2. Nothing in this Agreement shall be deemed to confer any right to enforce any term of this Agreement on anyone not a party to this Agreement. This Agreement shall not be construed in any respect to be a contract or agreement in whole or in part for the benefit of or binding upon anyone not a party to this Agreement.
3. If any provision or any portion of any provision of this Agreement shall be invalid, illegal, or unenforceable in any respect for any reason, the validity, legality and enforceability of any such provision in every other respect and of the remaining provisions of this Agreement shall not in any way be affected or impaired.
4. No variation or amendment of this Agreement shall be valid unless it is in writing and signed by or on behalf of each of the Parties to this Agreement.
Non-Waiver. The failure of either party in any one or more instances to insist upon strict performance of any of the terms and conditions of this ERA shall not be construed as a waiver or relinquishment, to any extent, of the right to assert or rely upon any such terms or conditions on any future occasion.
Non-Waiver. Unless otherwise specifically waived, mere execution of this First Amendment shall not be construed to mean a waiver of any rights of either party or of any breach or default under the Agreement.
Non-Waiver. Should any party to this Note waive breach of any provision of this Note by any other party, that waiver will not operate or be construed as a waiver of further or subsequent breach. No course of dealing or any delay on the part of any party in exercising or enforcing their rights under this Note shall operate as a waiver of such rights.
Non-Waiver. The failure of the Holder to enforce or exercise any right or remedy provided in this Note or at law or in equity upon any default or breach shall not be construed as waiving the rights to enforce or exercise such or any other right or remedy at any later date. No exercise of the rights and powers granted in or held pursuant to this Note by the Holder, and no delays or omissions in the exercise of such rights and powers shall be held to exhaust the same or be construed as a waiver thereof, and every such right and power may be exercised at any time and from time to time.
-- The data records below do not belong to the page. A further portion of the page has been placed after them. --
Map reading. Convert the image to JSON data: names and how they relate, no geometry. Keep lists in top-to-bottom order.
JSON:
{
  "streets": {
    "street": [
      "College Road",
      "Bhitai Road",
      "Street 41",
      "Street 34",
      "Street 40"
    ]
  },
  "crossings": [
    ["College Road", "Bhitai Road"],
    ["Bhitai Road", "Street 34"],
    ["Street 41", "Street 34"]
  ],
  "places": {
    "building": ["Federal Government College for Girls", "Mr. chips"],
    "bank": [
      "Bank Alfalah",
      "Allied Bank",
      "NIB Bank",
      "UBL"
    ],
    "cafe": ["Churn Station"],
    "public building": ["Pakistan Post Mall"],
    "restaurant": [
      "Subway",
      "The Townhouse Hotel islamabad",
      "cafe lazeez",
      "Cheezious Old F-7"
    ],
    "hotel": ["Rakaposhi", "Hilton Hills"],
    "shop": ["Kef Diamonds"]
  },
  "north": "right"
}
Non-Waiver. No delay or omission by holder in the exercise of any of holder’s rights, in full or in part hereunder, shall be construed as a waiver thereof, or of any other rights hereunder.
Non-Waiver. Company agrees that Executive’s agreement to defer his right to Resign for Good Reason pursuant to Section 4(e)(i)(B) shall not constitute a waiver of his right to terminate the Agreement under any other provision of the Agreement, nor shall it constitute a waiver of his right to terminate the Agreement under Section 4(e)(i)(B) at any time after the conclusion of the Deferred Resignation Period. Except as otherwise provided herein, the Parties, by entering into this Amendment, reserve all rights under the Agreement and waive none.
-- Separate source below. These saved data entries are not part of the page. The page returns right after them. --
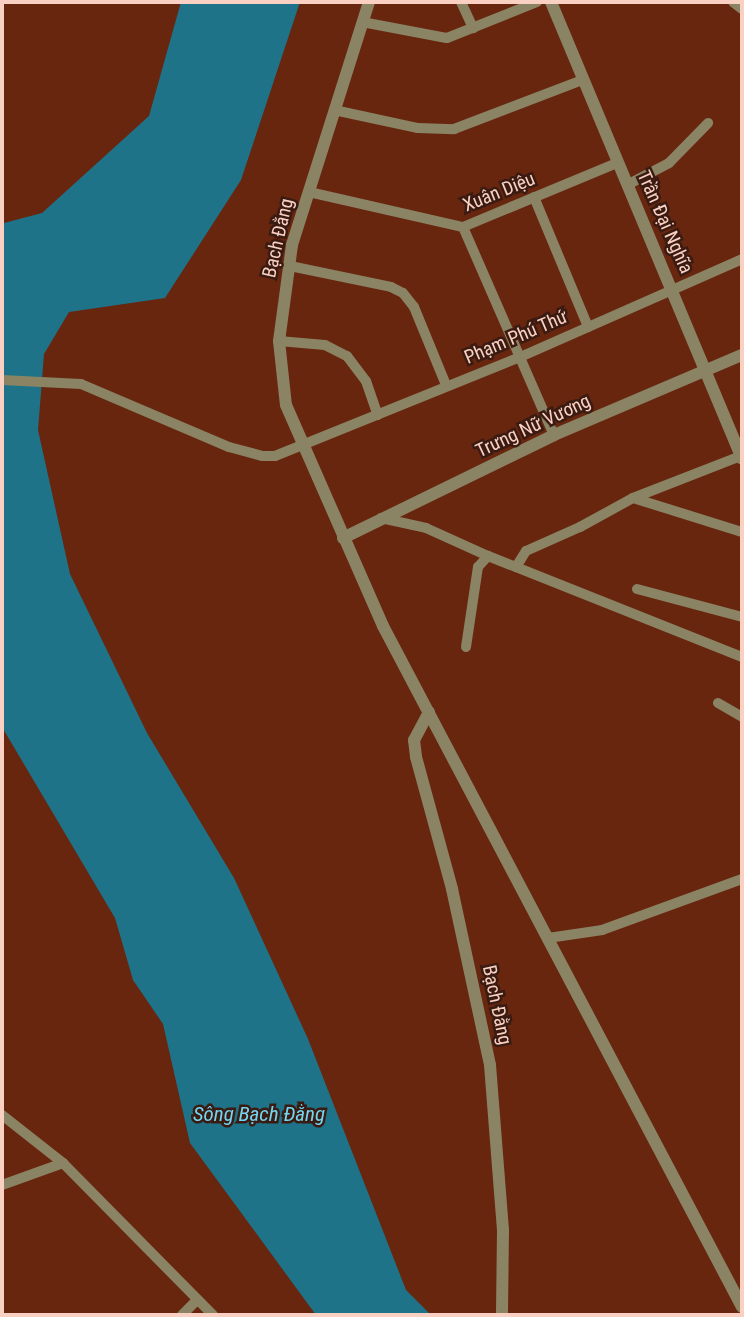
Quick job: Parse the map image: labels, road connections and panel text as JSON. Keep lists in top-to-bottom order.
{
  "streets": {
    "street": [
      "Xuân Diệu",
      "Trần Đại Nghĩa",
      "Bạch Đằng",
      "Phạm Phú Thứ",
      "Trưng Nữ Vương"
    ]
  },
  "crossings": [
    ["Xuân Diệu", "Trần Đại Nghĩa"],
    ["Xuân Diệu", "Bạch Đằng"],
    ["Trần Đại Nghĩa", "Phạm Phú Thứ"],
    ["Trần Đại Nghĩa", "Trưng Nữ Vương"],
    ["Bạch Đằng", "Phạm Phú Thứ"],
    ["Bạch Đằng", "Trưng Nữ Vương"]
  ],
  "water": ["Sông Bạch Đằng"]
}
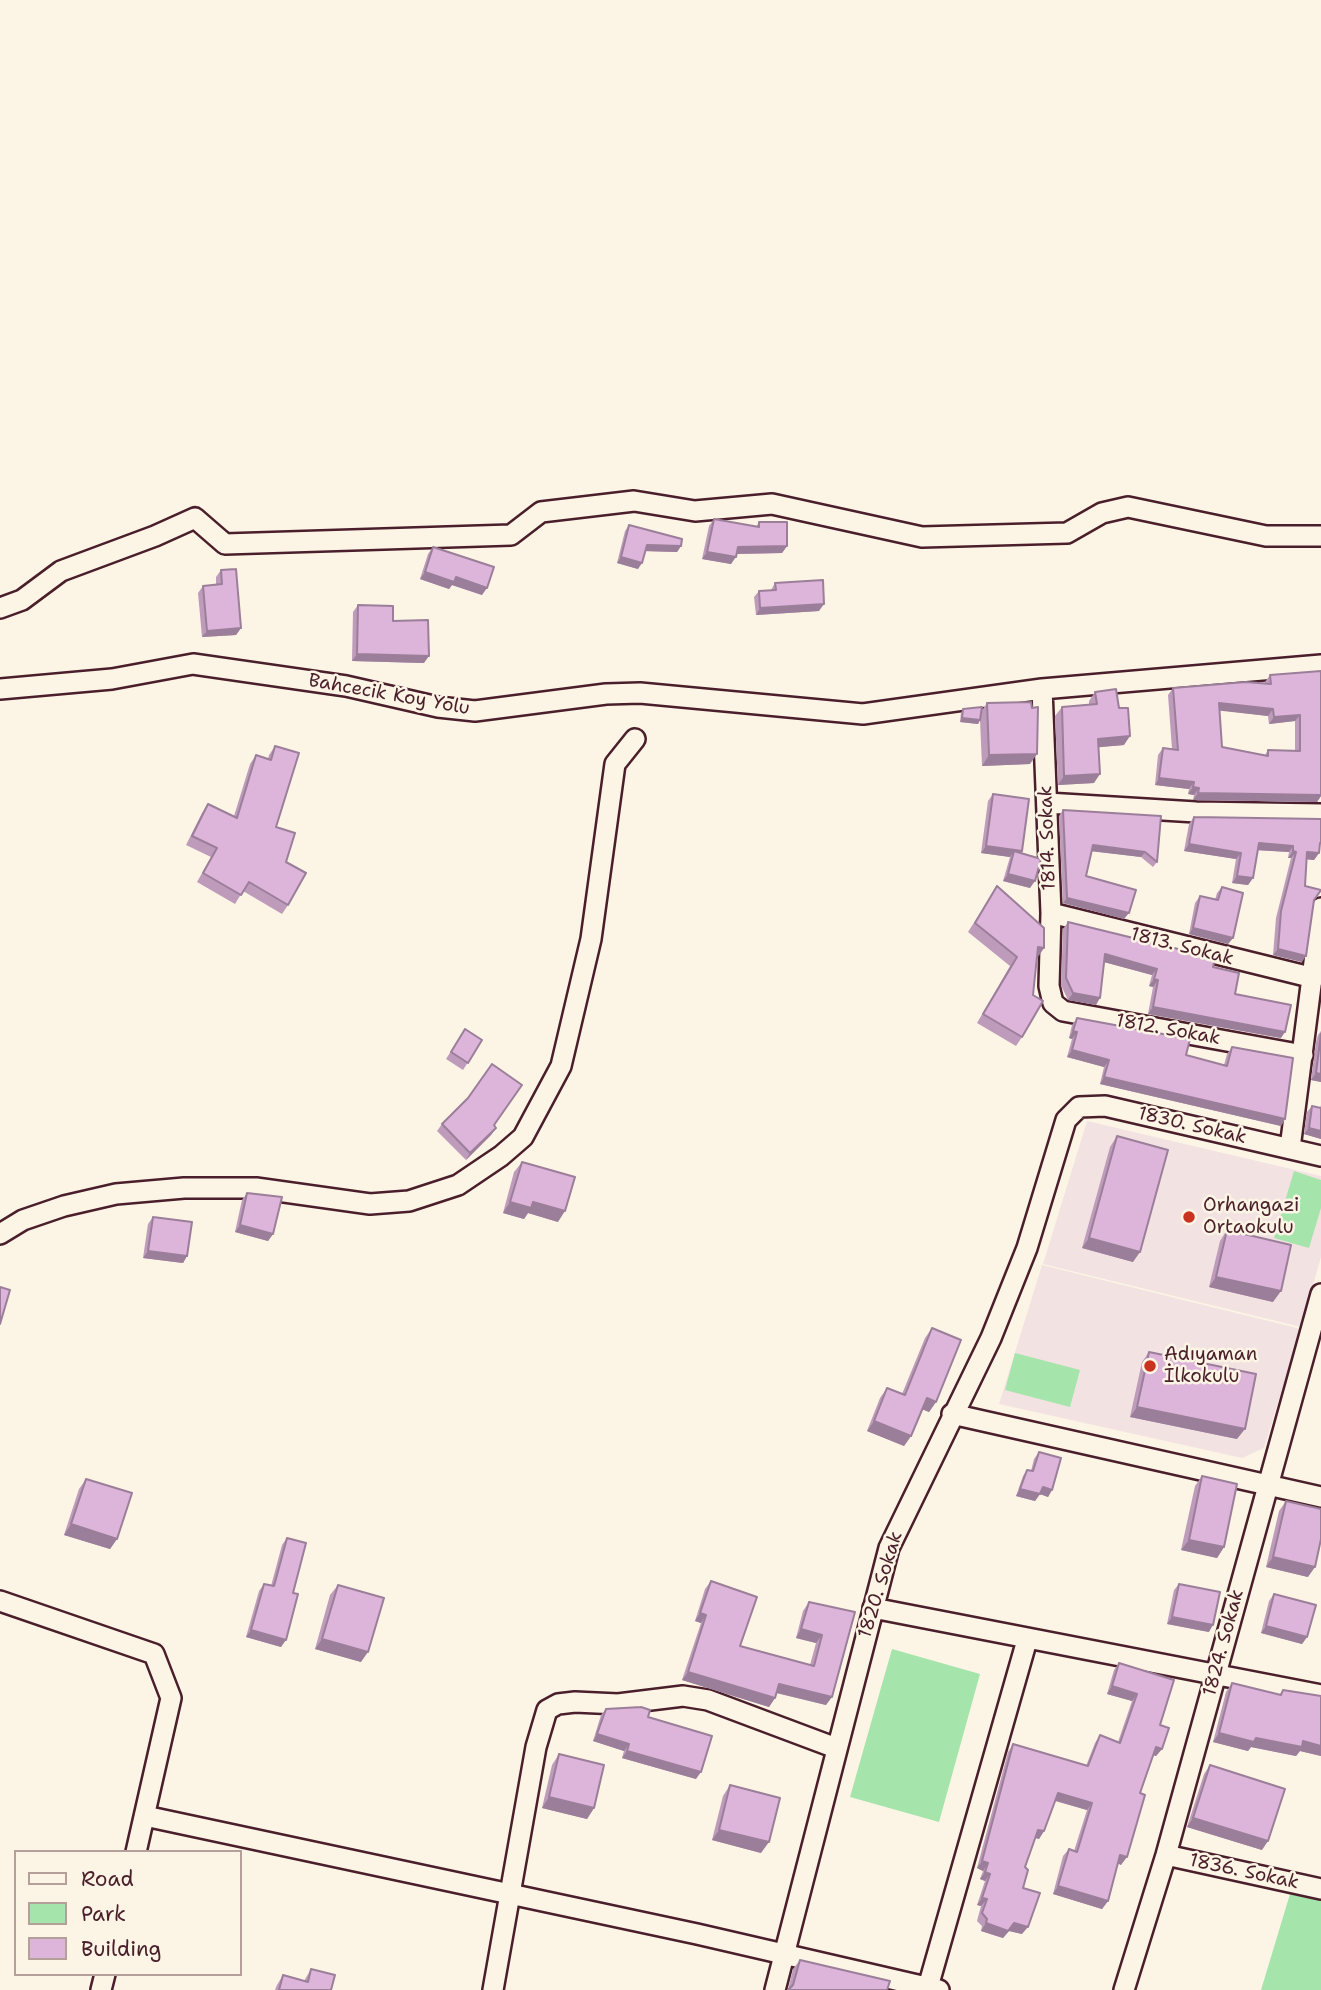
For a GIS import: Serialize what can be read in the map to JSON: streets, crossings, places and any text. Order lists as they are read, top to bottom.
{
  "streets": {
    "street": [
      "Bahcecik Koy Yolu",
      "1814. Sokak",
      "1813. Sokak",
      "1812. Sokak",
      "1830. Sokak",
      "1820. Sokak",
      "1824. Sokak",
      "1836. Sokak"
    ]
  },
  "crossings": [
    ["Bahcecik Koy Yolu", "1814. Sokak"],
    ["1814. Sokak", "1813. Sokak"],
    ["1814. Sokak", "1812. Sokak"],
    ["1830. Sokak", "1820. Sokak"],
    ["1824. Sokak", "1836. Sokak"]
  ],
  "places": ["Orhangazi Ortaokulu", "Adıyaman İlkokulu"],
  "legend": ["Road", "Park", "Building"]
}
Non-Waiver. It is agreed that no delay in exercising any right or option given or granted hereby to Lender shall be construed as a waiver thereof; nor shall a single or partial exercise of any other right, power, or privilege. Lender may permit Borrower to remedy any default without waiving the default so remedied, and Lender may waive any default without waiving any other subsequent or prior default by Borrower.
Non-Waiver by Lender: Any previous extension of time, forbearance, failure to pursue any remedy, acceptance of late payments, or acceptance of partial payment by Lender, before or after maturity, does not constitute a waiver by Lender of its subsequent right to strictly enforce the collection of this Note according to its terms.
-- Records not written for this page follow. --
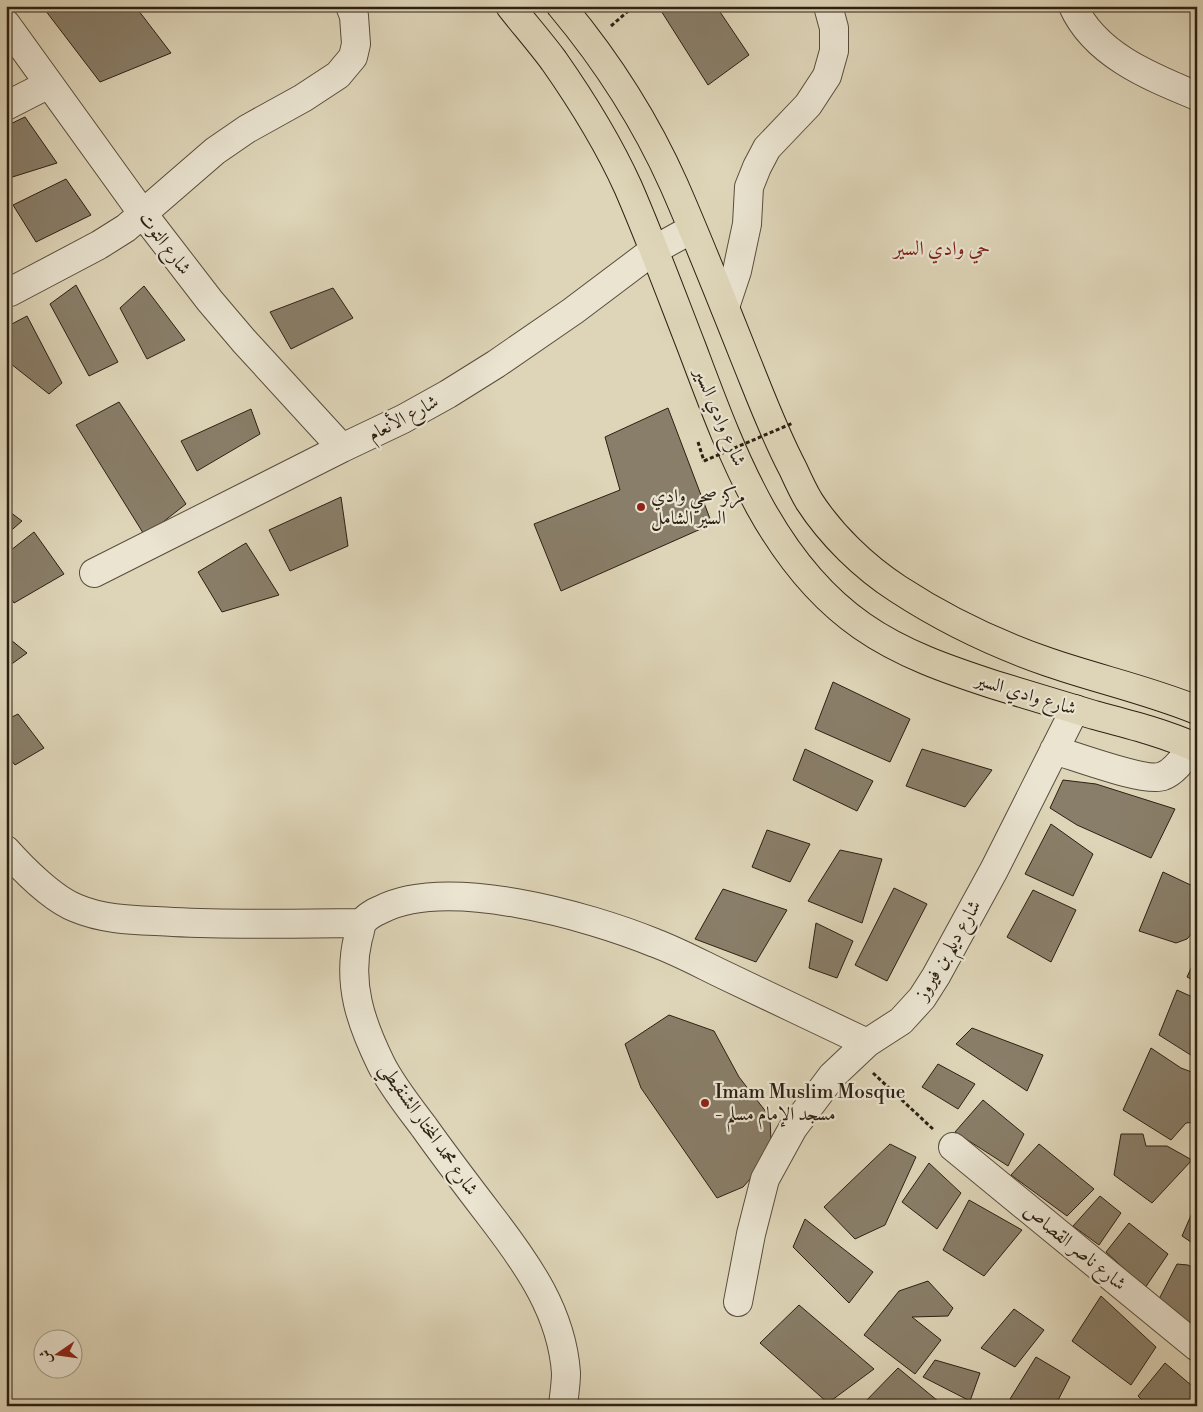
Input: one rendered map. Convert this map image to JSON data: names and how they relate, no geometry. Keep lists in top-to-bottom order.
{
  "streets": {
    "main road": ["شارع وادي السير"],
    "street": [
      "شارع التوت",
      "شارع الأنعام",
      "شارع ديلم بن فيروز",
      "شارع محمد المختار الشنقيطي",
      "شارع ناصر القصاص"
    ]
  },
  "crossings": [
    ["شارع التوت", "شارع الأنعام"],
    ["شارع وادي السير", "شارع الأنعام"],
    ["شارع وادي السير", "شارع ديلم بن فيروز"]
  ],
  "districts": ["حي وادي السير"],
  "places": ["مركز صحي وادي السير الشامل", "Imam Muslim Mosque - مسجد الإمام مسلم"],
  "north": "left"
}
NON-WAIVER. Failure of either party to enforce any provision of this Agreement shall not operate or be construed as a waiver of any such provision or provisions, nor prevent such party from thereafter enforcing any of its rights with respect to other or further violations of the Agreement.
Non-Waiver. In the event Lender shall at any time or from time to time disburse portions of the Loan without Borrower first satisfying all conditions precedent set forth herein or in the Loan Documents, Lender shall not thereby be deemed to have waived its right to require such satisfaction of the same or other condition as a condition precedent to its obligations to make further disbursement of the Loan.
Non Waiver. Except as otherwise expressly provided herein, no waiver of any covenant, condition, or provision of this Agreement shall be deemed to have been made unless expressly in writing and signed by the party against whom such waiver is charged; and (i) the failure of any party to insist in anyone or more cases upon the performance of any of the provisions, covenants, or conditions of this Agreement or to exercise any option herein contained shall not be construed as a waiver or relinquishment for the future of any such provisions, covenants, or conditions, (ii) the acceptance of performance of anything required by this Agreement to be performed with knowledge of the breach or failure of a covenant condition, or provision hereof shall not be deemed a waiver of such breach or failure, and (iii) no waiver by any party of one breach by another party shall be construed as a waiver with respect to any other or subsequent breach.
A non-waiver or “No waiver” clause is a provision within a contract that specifies that the rights or obligations contained within the contract cannot be waived or modified inadvertently or unintentionally by either party’s actions or inaction. The inclusion of a non-waiver clause is intended to protect parties from inadvertently losing their rights under a contract due to their behavior or failure to enforce a term.
When should I use Non-Waiver?
You should consider including a non-waiver clause in a contract when:
Consistency: You want to ensure consistent enforcement of the terms without accidentally forfeiting any rights through prior inaction.
Protection: To protect against claims that past practices have modified the contract’s terms.
Flexibility: To maintain flexibility in enforcing the terms at your discretion without permanent implications.
Clarification: When there’s a need to clarify that leniency in certain circumstances does not influence overall contractual rights or obligations.
How do I write a Non-Waiver?
Drafting a non-waiver clause requires precise language to ensure clear intent. Here’s a basic template:
Non-Waiver Clause: No waiver by either party of any breach or default hereunder shall be deemed to be a waiver of any preceding or subsequent breach or default. Any failure by either party to enforce any provision of this agreement or to exercise any rights hereunder shall not be construed as a waiver of such provisions or rights.
Consider modifying the language to fit the specific needs and nuances of the contract while ensuring clarity and legal enforceability.
Which contracts typically contain Non-Waiver?
Non-waiver clauses are frequently found in various types of contracts, including but not limited to:
Service Agreements: To ensure service providers and clients can enforce terms despite occasional leniency.
Sales Contracts: To protect sellers and buyers over waiving rights due to delayed actions.
Lease Agreements: To prevent landlords or tenants from inadvertently altering terms by consistently overlooking breaches.
Loan Agreements: To ensure lenders’ rights are preserved despite previous accommodations for late payments.
Including a non-waiver clause is a standard practice across many industries to maintain intentional control over contractual relationships.